(INFORMATION Opens)

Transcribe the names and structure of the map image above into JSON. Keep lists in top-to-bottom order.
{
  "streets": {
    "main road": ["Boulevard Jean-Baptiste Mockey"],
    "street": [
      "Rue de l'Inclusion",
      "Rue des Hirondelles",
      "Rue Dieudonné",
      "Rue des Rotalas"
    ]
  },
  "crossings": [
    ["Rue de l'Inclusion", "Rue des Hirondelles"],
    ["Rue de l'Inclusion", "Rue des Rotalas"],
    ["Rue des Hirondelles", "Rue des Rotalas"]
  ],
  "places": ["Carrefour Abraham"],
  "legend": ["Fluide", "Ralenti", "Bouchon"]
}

(INFORMATION Closes)

§ **TASK TO COMPLETE**
Could you please print the entire listing exactly?

§ **RESULT**
Transcribe the names and structure of the map image above into JSON. Keep lists in top-to-bottom order.
{
  "streets": {
    "main road": ["Boulevard Jean-Baptiste Mockey"],
    "street": [
      "Rue de l'Inclusion",
      "Rue des Hirondelles",
      "Rue Dieudonné",
      "Rue des Rotalas"
    ]
  },
  "crossings": [
    ["Rue de l'Inclusion", "Rue des Hirondelles"],
    ["Rue de l'Inclusion", "Rue des Rotalas"],
    ["Rue des Hirondelles", "Rue des Rotalas"]
  ],
  "places": ["Carrefour Abraham"],
  "legend": ["Fluide", "Ralenti", "Bouchon"]
}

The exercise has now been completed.